The task:
Copy out the entries exactly, and wherever a picture appears, leave it out.

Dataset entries
◆ ◆ ◆ ◆ ◆

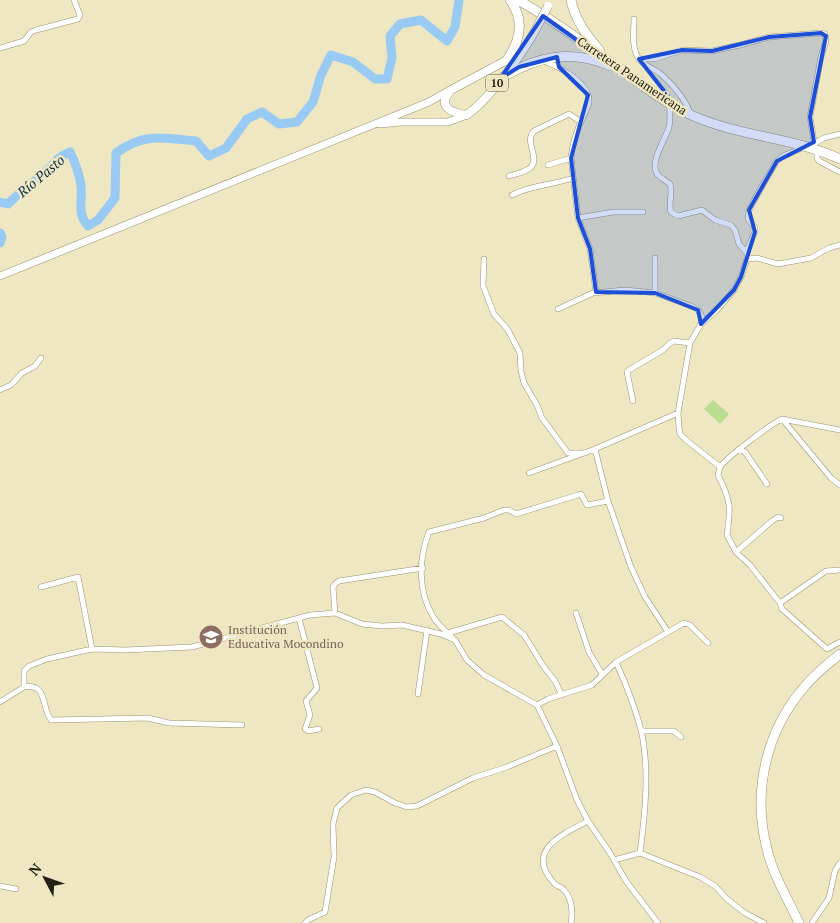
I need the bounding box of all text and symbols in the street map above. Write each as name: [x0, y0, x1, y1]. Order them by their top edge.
street label: Carretera Panamericana: [575, 33, 690, 118]
road number: 10: [486, 75, 508, 92]
water label: Río Pasto: [12, 150, 68, 202]
place label: Institución Educativa Mocondino: [228, 622, 344, 651]
school or university icon: Institución Educativa Mocondino: [198, 624, 224, 650]
north arrow: [20, 853, 70, 903]
text: N: [24, 859, 46, 879]

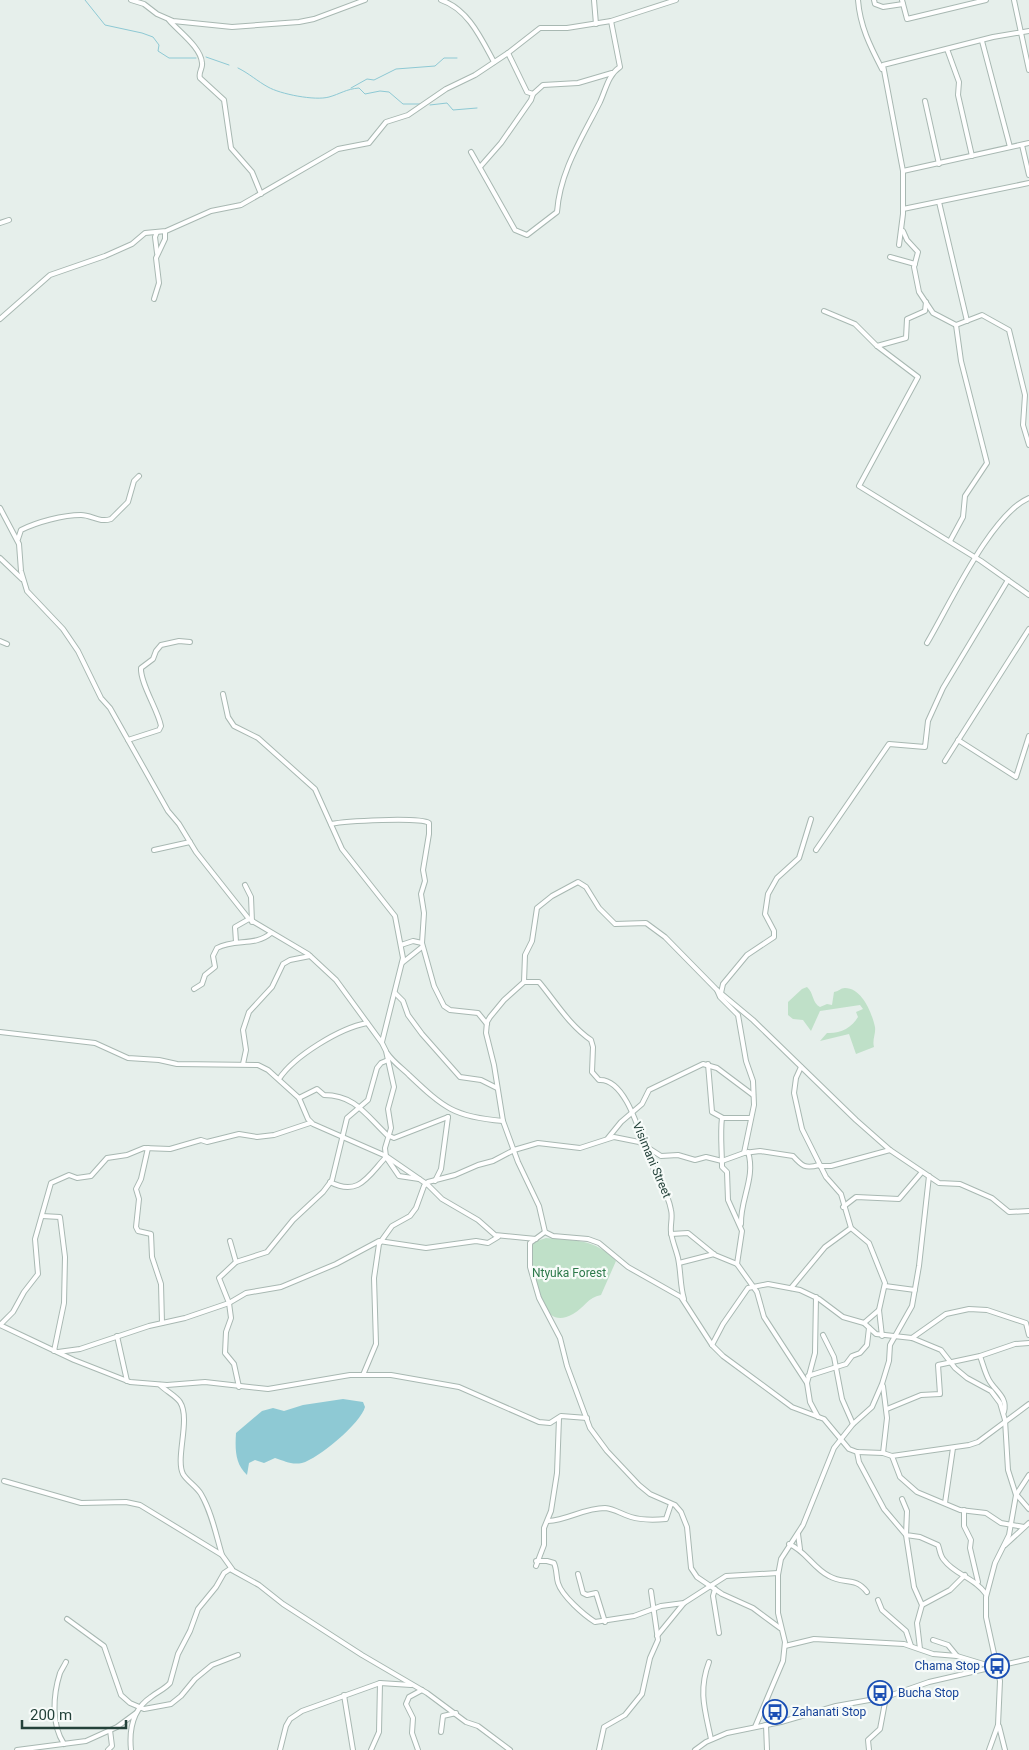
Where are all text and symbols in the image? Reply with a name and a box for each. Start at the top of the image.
street label: Visimani Street [630,1120,674,1200]
park label: Ntyuka Forest [532,1266,606,1280]
bus stop icon: Chama Stop [984,1653,1010,1679]
place label: Chama Stop [915,1659,980,1673]
bus stop icon: Bucha Stop [867,1680,893,1706]
place label: Bucha Stop [898,1686,959,1700]
scale bar [22,1698,126,1730]
bus stop icon: Zahanati Stop [762,1699,788,1725]
place label: Zahanati Stop [792,1705,867,1719]
text: 200 m [30,1706,72,1724]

◆ ◆ ◆ ◆ ◆

Solution:
I need the bounding box of all text and symbols in the street map above. Write each as name: [x0, y0, x1, y1]. Order them by their top edge.
street label: Carretera Panamericana: [575, 33, 690, 118]
road number: 10: [486, 75, 508, 92]
water label: Río Pasto: [12, 150, 68, 202]
place label: Institución Educativa Mocondino: [228, 622, 344, 651]
school or university icon: Institución Educativa Mocondino: [198, 624, 224, 650]
north arrow: [20, 853, 70, 903]
text: N: [24, 859, 46, 879]

Where are all text and symbols in the image? Reply with a name and a box for each. Start at the top of the image.
street label: Visimani Street [630,1120,674,1200]
park label: Ntyuka Forest [532,1266,606,1280]
bus stop icon: Chama Stop [984,1653,1010,1679]
place label: Chama Stop [915,1659,980,1673]
bus stop icon: Bucha Stop [867,1680,893,1706]
place label: Bucha Stop [898,1686,959,1700]
scale bar [22,1698,126,1730]
bus stop icon: Zahanati Stop [762,1699,788,1725]
place label: Zahanati Stop [792,1705,867,1719]
text: 200 m [30,1706,72,1724]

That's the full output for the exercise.